Obviously, it’s unfeasible to create an index for each possible metadata field. The schema we present in this chapter is optimized to allow for quick and efficient retrieval of documents by metadata fields.
Schema Observations
- Efficiently query in diverse sets of metadata tags, using a single index.
- All metadata keys are represented in the index, meaning it can get fairly large.
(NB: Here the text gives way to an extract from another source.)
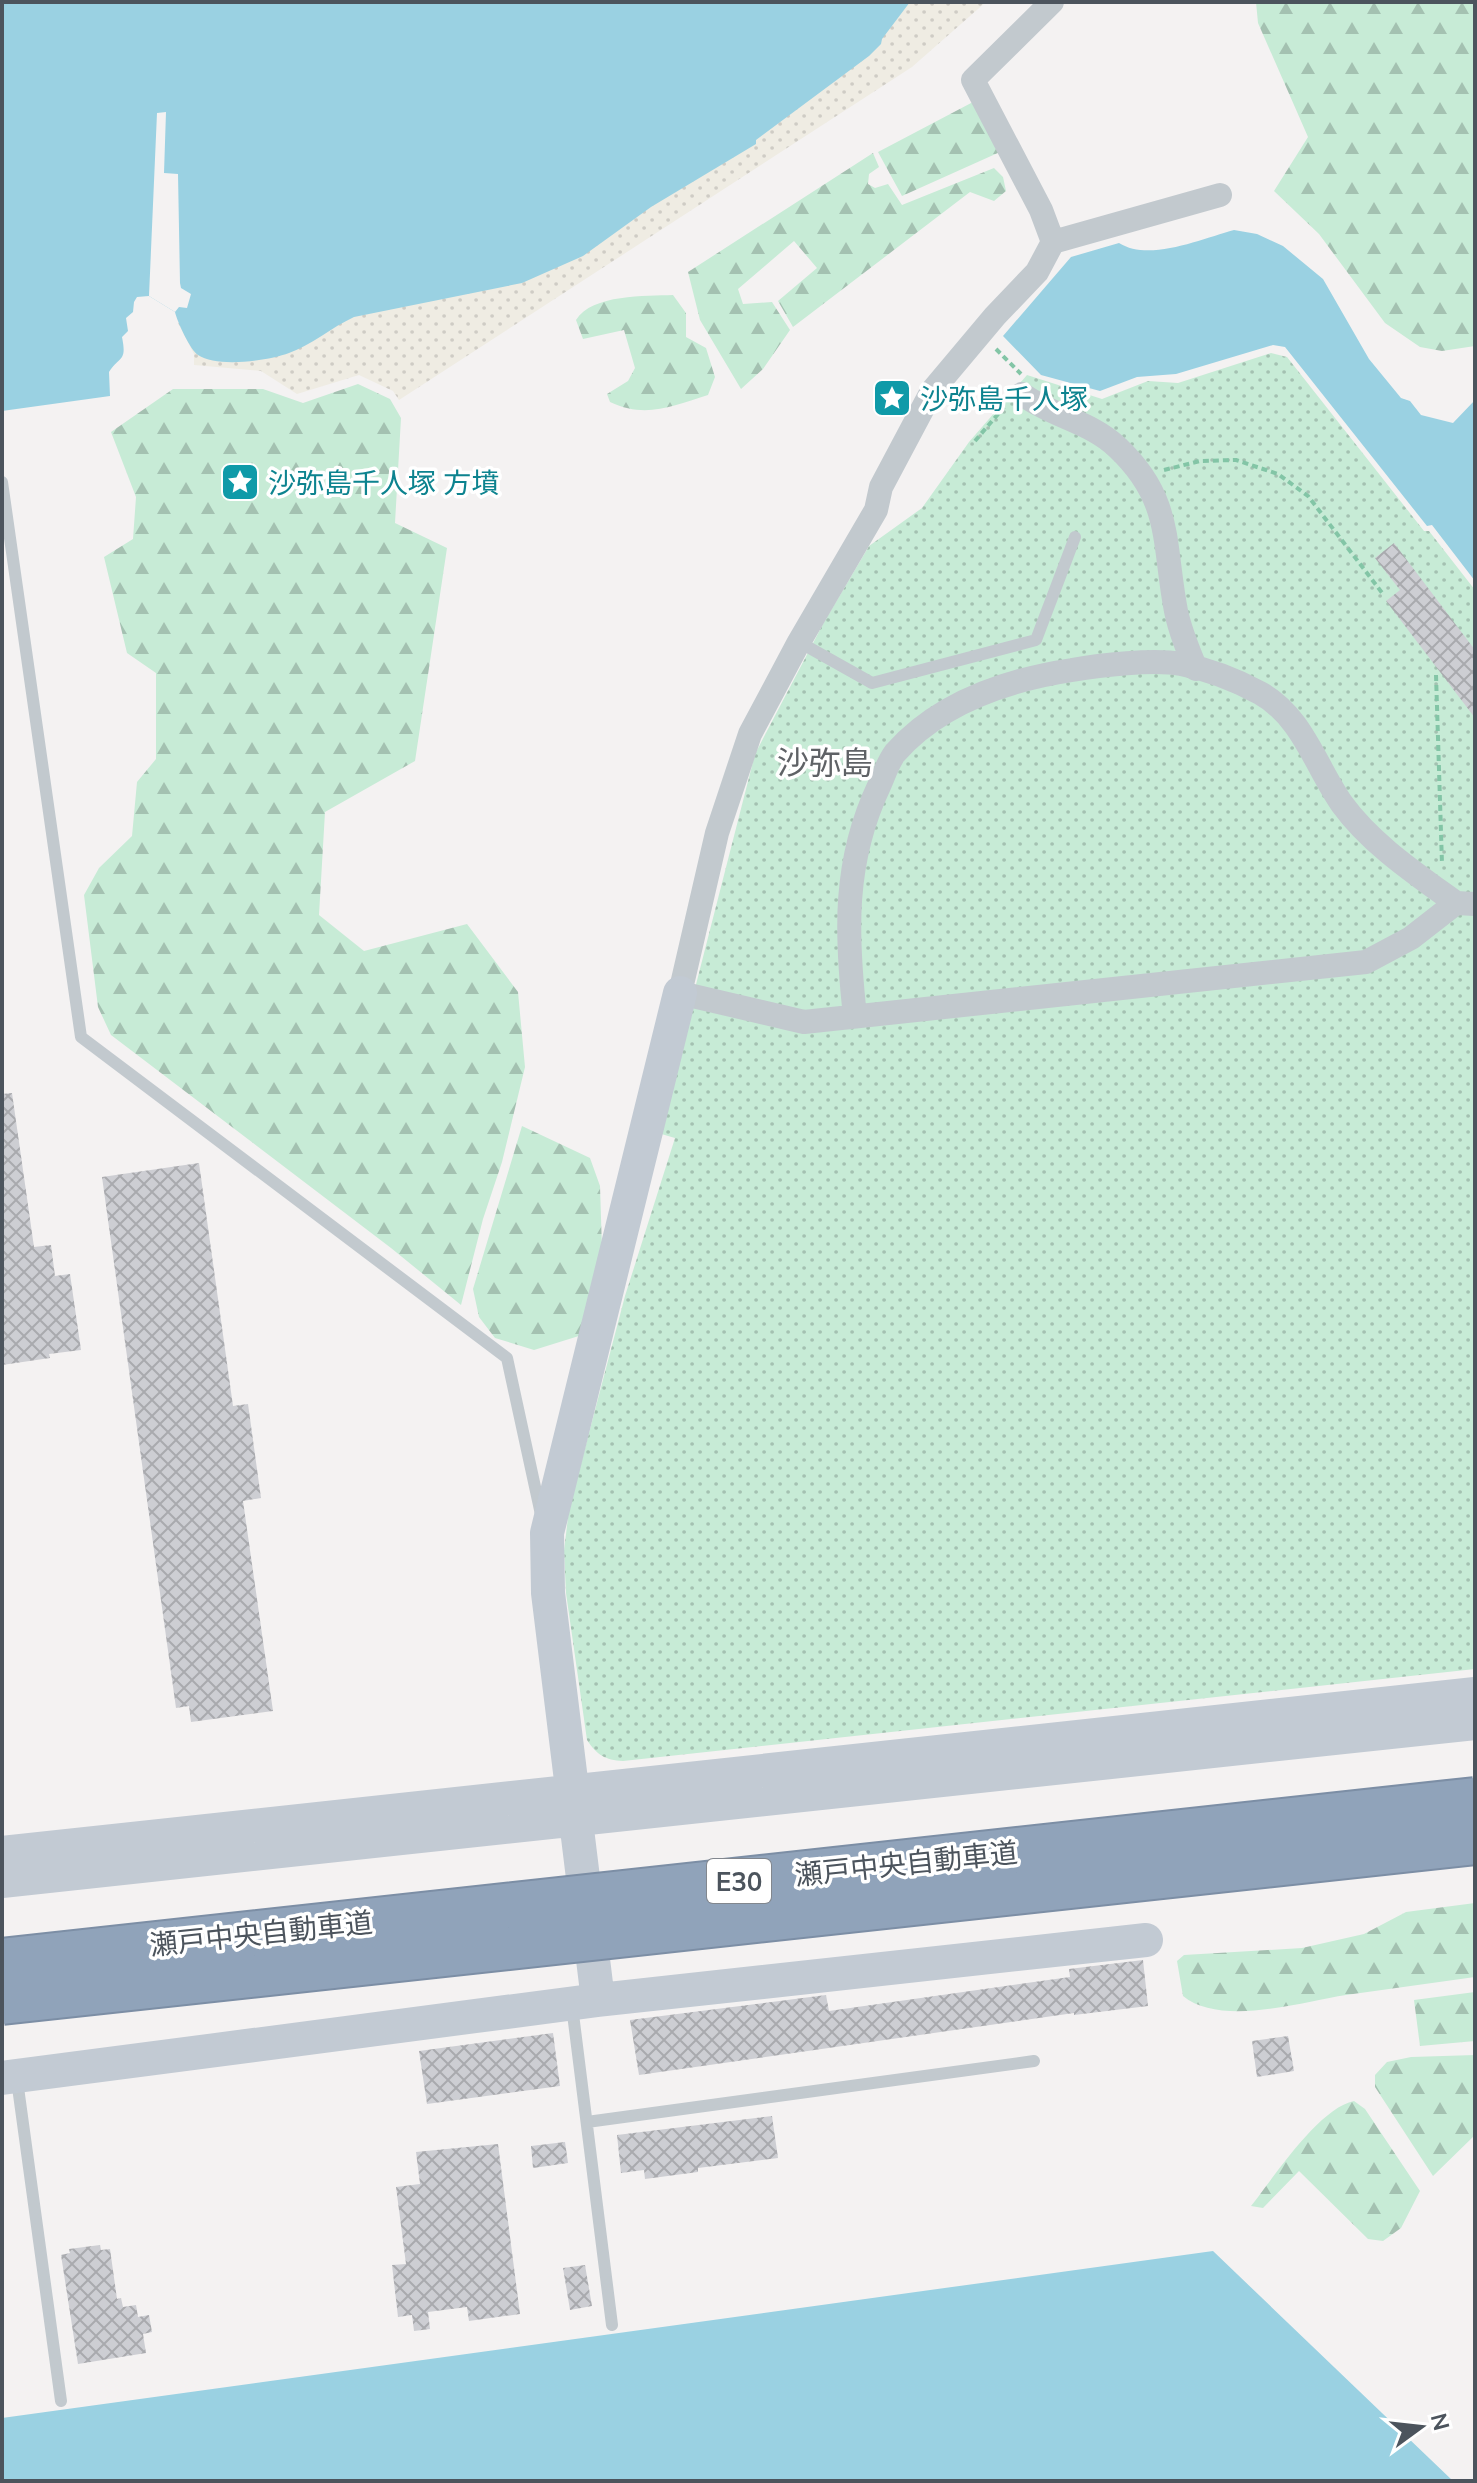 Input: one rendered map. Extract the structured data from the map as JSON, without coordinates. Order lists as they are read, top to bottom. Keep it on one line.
{"streets":{"highway":["瀬戸中央自動車道","E30"]},"districts":["沙弥島"],"places":{"place":["沙弥島千人塚","沙弥島千人塚 方墳"]},"north":"right"}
- Optimized for a read heavy workload.
Schema
In our schema we are going to leverage the fact that one can index arrays of objects easily in MongoDB. By using this ability, we can create a metadata field in a document, that can be efficiently queried.
{
"metadata": [
{"key": "File Name", "value": "img_1771.jpg"},
{"key": "File size", "value": 32764},
{"key": "MIME type", "value": "image/jpeg"},
{"key": "Image size", "value": {"width": 480, "height": 360}},
{"key": "Camera make", "value": "Canon"},
{"key": "Camera model", "value": "Canon PowerShot S40"},
{"key": "Image timestamp", "value": ISODate("2014-01-01T10:01:00Z")},
{"key": "Image number", "value": "117-1771"},
{"key": "Exposure time", "value": "1/500 s"},
{"key": "Aperture", "value": "F4.9"},
{"key": "Exposure bias", "value": "0 EV"},
{"key": "Flash", "value": "No, auto"}
]
}
Operations
To correctly query this schema, we need to learn about two query selection operators that allow us to match embedded documents in an array.
$all
The $all
query operator is defined as selecting all the documents where the value of a field is an array that contains all the specified elements.
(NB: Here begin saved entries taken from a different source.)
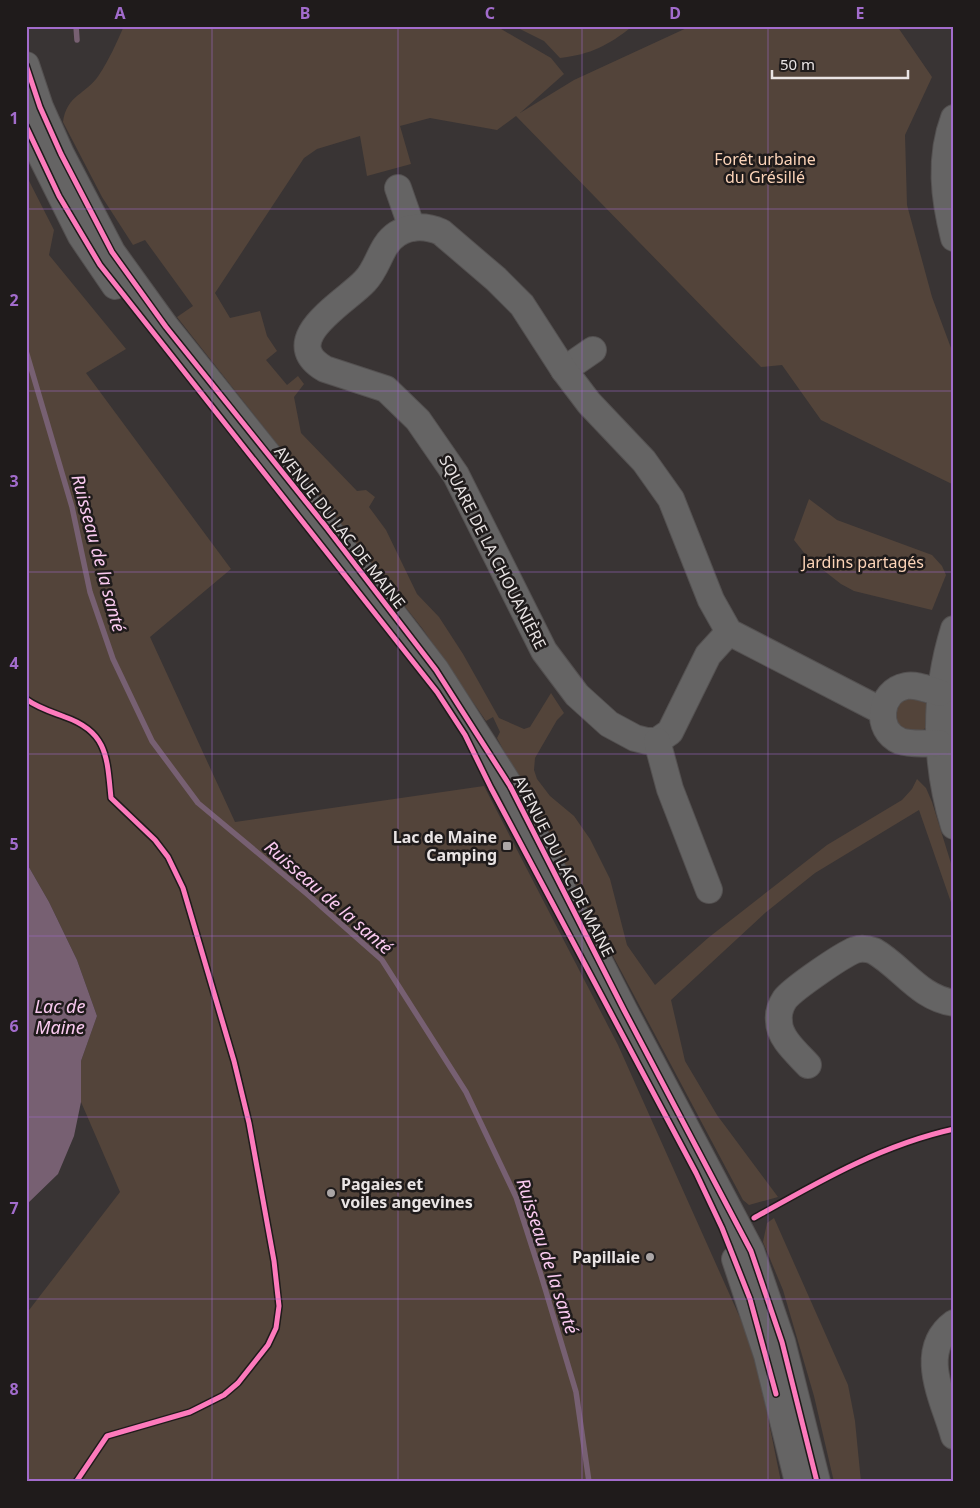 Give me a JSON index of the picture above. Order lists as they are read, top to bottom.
{
  "streets": {
    "street": ["AVENUE DU LAC DE MAINE", "SQUARE DE LA CHOUANIÈRE"]
  },
  "water": ["Ruisseau de la santé", "Lac de Maine"],
  "parks": ["Forêt urbaine du Grésillé", "Jardins partagés"],
  "places": {
    "transit": ["Lac de Maine Camping"],
    "other": ["Pagaies et voiles angevines", "Papillaie"]
  },
  "scale_bar": "50 m",
  "grid": {
    "columns": [
      "A",
      "B",
      "C",
      "D",
      "E"
    ],
    "rows": [
      "1",
      "2",
      "3",
      "4",
      "5",
      "6",
      "7",
      "8"
    ]
  }
} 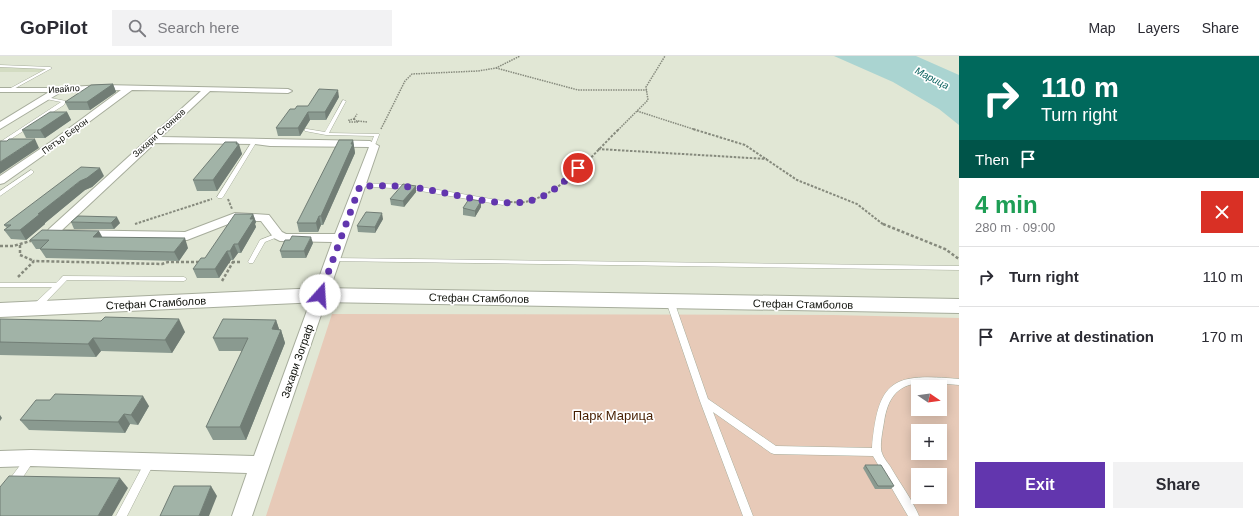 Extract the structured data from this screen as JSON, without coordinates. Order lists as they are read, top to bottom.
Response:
{
  "streets": {
    "street": [
      "Ивайло",
      "Захари Стоянов",
      "Петър Берон",
      "Стефан Стамболов",
      "Захари Зограф"
    ]
  },
  "crossings": [
    ["Ивайло", "Петър Берон"],
    ["Стефан Стамболов", "Захари Зограф"]
  ],
  "water": ["Марица"],
  "parks": ["Парк Марица"],
  "north": "right",
  "page": {
    "header": "GoPilot",
    "search": "Search here",
    "nav": ["Map", "Layers", "Share"],
    "turn": ["110 m", "Turn right"],
    "then": "Then",
    "heading": ["4 min", "280 m · 09:00"],
    "list": [
      {
        "name": "Turn right",
        "value": "110 m"
      },
      {
        "name": "Arrive at destination",
        "value": "170 m"
      }
    ],
    "map_buttons": ["+", "−"],
    "buttons": ["Exit", "Share"]
  }
}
var col = db.getSisterDB("supershot").images;
col.findOne({tags: {$all: [ "appliance", "school", "book" ]}});
$elemMatch
The $elemMatch
query operator matches more than one component within an array element.
var col = db.getSisterDB("supershot").images;
col.findOne({metadata: {$elemMatch: {key: "File Name", value: "img_1771.jpg"}}});
Let’s see how we can use the two operators to locate documents in our metadata schema.
The $elemMatch
operator looks like the obvious first choice. However, the problem is that our metadata
array is defined as objects that all have key
and value
fields. If you attempt to enter multiple matches using key
and value
in the $elemMatch
only the last pair will be used.
If we wish to locate a photo that has MIME type
equal to image/jpeg
, and also Flash
equal to No, auto
we need to combine the two query operators $all
and $elemMatch
.
Let’s take a look at how to query our desired documents.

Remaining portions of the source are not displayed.